Monday, June 27, 2011
A better day...
I picked my pregnancy book up again and found something useful about sensitive cells in the vagina causing spotting after intercourse or bowel motions but describing something more obvious than my meagre findings. Things moved back into perspective as I remembered the heart beat and the closed cervix. Also, a very uncomfortable internal examination but despite this I have had no more colourful PV loss. Maybe my body wasn't letting me down after all. The same book explained that gastroenteritis was not risky to the pregnancy alone, more the effect of resulting dehydration and therefore seek advice after 48 hours, if not tolerating fluids or you have a fever. So actually 5 hours of nausea, a bit of vomiting and one episode of diarrhoea didn't seem like the end of the world.
I wrote a few bits down in a post on BC re. above experience, fear and frustration that I seem alone in compared with the ladies sharing a due date in December post IVF online and got a lovely response from a handful of women, many with pregnancy number two, sharing the fact they did not shop until post 24 weeks for the baby, never stopped knicker watch ever, unless the baby had moved within an hour and one lady didn't announce until 30 weeks on FB. I felt much better after that, I have to say.
Happy news re. the lady with a high risk of Down's that I mentioned has also had the all clear. Her risk was very high 1: somewhere-in-the-teens but the official tests came back negative and she passed the risk stage of m/c post procedure, she says she would never, ever have the screening again. I can imagine how that would feel. For me it's worth the gamble because to be low risk is one more encouraging sign. I know I start at 1:350 so I'm looking for a reduction in that to make me happy. Still a week to go before the results.

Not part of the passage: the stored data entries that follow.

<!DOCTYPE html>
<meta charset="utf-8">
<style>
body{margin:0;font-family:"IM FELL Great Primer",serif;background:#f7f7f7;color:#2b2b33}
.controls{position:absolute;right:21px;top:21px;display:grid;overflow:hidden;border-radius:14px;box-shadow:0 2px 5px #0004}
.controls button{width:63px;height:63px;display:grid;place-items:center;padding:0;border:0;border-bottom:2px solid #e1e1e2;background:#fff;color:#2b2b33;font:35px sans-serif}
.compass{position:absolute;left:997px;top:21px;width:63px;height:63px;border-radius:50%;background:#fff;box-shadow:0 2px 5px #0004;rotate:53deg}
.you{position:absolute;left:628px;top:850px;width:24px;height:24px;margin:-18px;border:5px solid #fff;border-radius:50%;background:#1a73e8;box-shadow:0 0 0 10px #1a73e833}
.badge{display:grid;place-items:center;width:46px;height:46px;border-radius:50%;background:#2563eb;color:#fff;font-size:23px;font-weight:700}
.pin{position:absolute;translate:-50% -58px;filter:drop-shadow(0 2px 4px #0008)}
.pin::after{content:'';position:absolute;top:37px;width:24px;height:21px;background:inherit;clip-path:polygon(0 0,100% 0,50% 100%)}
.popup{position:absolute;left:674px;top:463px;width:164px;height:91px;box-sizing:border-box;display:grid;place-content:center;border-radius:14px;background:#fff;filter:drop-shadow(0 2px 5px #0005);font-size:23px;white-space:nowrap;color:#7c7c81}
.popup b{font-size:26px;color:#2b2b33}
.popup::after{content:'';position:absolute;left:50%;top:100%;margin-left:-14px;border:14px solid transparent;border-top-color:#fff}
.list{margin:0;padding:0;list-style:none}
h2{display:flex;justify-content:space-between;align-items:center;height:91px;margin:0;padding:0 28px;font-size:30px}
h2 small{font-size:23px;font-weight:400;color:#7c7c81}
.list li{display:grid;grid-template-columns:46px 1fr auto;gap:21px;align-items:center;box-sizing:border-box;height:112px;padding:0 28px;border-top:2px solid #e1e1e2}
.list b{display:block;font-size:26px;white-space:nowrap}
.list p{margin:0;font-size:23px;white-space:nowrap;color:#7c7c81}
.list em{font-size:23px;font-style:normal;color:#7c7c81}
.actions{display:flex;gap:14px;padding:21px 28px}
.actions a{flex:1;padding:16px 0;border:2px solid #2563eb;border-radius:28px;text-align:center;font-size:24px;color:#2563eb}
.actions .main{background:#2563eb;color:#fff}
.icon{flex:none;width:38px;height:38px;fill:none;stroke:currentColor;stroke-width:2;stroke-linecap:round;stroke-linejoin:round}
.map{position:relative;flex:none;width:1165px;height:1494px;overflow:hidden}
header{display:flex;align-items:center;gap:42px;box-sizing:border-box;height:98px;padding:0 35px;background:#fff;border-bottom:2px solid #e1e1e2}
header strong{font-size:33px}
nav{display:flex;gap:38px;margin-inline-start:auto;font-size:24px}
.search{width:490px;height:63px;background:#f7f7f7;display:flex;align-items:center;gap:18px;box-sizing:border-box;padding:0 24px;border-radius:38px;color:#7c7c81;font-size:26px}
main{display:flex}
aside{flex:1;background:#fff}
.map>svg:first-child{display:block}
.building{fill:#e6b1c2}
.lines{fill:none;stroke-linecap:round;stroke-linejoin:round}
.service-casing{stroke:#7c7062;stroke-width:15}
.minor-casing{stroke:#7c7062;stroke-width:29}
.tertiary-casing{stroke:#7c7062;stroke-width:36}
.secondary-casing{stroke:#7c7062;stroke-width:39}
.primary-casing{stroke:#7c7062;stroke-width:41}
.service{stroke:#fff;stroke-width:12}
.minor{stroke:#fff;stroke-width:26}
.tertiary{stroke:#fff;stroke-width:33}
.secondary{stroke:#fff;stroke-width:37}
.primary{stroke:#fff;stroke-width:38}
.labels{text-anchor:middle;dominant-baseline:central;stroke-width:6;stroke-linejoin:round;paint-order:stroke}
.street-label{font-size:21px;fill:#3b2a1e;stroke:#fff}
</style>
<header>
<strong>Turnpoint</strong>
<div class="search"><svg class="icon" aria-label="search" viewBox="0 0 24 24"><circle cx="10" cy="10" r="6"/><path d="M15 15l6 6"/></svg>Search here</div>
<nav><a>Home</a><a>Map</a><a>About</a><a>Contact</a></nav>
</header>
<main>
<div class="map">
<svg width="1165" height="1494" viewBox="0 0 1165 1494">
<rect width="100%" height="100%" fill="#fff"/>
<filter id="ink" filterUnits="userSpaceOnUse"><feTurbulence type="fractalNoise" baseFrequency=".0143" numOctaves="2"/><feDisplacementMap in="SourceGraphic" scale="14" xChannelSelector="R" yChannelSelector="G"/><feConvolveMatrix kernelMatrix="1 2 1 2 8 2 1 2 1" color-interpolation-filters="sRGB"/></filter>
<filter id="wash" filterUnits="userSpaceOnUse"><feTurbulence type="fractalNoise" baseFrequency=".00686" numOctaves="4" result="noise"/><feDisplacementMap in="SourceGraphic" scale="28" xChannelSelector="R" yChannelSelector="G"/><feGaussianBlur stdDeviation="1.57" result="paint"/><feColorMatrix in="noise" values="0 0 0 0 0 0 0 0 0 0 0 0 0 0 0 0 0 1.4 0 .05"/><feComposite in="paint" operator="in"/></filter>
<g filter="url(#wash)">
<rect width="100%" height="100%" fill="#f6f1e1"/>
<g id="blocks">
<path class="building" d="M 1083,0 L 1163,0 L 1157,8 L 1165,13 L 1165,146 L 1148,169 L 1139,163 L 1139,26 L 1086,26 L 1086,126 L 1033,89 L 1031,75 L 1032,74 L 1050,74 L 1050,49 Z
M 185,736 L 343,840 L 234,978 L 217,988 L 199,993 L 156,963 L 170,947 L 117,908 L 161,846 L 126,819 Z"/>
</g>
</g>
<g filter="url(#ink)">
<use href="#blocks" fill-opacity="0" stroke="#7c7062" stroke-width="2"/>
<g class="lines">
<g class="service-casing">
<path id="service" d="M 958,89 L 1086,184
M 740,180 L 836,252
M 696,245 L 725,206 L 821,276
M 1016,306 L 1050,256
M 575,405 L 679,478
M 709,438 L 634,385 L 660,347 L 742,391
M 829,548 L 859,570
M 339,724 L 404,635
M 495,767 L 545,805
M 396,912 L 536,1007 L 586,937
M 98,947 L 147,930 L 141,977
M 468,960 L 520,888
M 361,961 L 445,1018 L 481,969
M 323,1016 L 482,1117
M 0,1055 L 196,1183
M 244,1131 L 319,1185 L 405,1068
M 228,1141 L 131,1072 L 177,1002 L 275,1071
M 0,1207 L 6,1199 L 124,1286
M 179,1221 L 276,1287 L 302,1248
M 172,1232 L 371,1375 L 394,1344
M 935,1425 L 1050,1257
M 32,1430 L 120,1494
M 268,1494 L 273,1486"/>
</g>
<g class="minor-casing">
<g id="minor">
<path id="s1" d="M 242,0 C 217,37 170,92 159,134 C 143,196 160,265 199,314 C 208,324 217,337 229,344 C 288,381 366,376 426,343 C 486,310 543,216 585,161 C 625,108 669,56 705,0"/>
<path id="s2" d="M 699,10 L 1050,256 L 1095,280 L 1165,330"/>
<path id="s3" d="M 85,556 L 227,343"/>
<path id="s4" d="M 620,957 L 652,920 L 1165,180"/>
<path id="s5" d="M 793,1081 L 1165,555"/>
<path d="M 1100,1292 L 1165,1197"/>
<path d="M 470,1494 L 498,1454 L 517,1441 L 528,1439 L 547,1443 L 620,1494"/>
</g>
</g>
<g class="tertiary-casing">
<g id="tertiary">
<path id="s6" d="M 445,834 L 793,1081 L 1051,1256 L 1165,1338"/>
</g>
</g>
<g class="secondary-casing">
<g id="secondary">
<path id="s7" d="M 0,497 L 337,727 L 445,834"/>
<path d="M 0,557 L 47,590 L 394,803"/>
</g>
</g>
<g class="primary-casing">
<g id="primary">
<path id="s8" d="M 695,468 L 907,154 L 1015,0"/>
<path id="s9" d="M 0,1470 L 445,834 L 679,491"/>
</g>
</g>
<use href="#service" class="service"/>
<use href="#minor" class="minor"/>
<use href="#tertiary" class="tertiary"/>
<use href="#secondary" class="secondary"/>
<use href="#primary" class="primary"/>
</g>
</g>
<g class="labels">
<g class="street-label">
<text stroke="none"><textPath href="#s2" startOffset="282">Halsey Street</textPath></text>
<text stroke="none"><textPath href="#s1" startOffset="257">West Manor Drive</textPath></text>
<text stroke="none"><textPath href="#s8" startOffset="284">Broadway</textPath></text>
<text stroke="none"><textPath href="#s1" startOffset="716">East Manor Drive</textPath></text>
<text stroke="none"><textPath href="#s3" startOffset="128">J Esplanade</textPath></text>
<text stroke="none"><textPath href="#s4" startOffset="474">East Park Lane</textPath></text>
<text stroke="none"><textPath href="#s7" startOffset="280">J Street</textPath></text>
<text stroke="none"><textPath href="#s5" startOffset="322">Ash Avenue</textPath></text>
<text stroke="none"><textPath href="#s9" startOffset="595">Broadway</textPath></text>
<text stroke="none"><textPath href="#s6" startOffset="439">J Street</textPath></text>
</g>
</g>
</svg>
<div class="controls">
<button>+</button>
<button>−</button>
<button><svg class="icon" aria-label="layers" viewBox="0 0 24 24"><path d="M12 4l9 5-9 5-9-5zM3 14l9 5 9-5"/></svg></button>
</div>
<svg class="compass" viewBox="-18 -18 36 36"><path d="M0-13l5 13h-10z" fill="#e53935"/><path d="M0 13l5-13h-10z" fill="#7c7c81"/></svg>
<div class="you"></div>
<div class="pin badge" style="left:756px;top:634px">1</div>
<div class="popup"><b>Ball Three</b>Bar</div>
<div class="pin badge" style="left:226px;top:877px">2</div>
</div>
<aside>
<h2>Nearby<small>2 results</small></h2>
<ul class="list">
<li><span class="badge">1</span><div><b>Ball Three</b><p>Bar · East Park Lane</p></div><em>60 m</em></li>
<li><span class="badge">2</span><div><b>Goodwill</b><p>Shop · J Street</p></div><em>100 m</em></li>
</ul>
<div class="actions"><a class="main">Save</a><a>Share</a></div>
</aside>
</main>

Today's picture is of a Mother and her son on 'the world's slowest ferry'. The little boy was very fidgety and grizzly and his Mum was tired, eventually she pulled him to her and they both slept for about 10 minutes so it was a perfect opportunity. Sometimes I consider giving these little sketches to people but wonder if it would feel weird to think someone had been watching you without you knowing, a bit risky maybe. Anyway, I remember how I felt when I sketched it, not jealous but envious and hopeful that I might have a moment like this one day and that if I did I hoped I would appreciate it and remember it rather than the hard work and temper tantrums.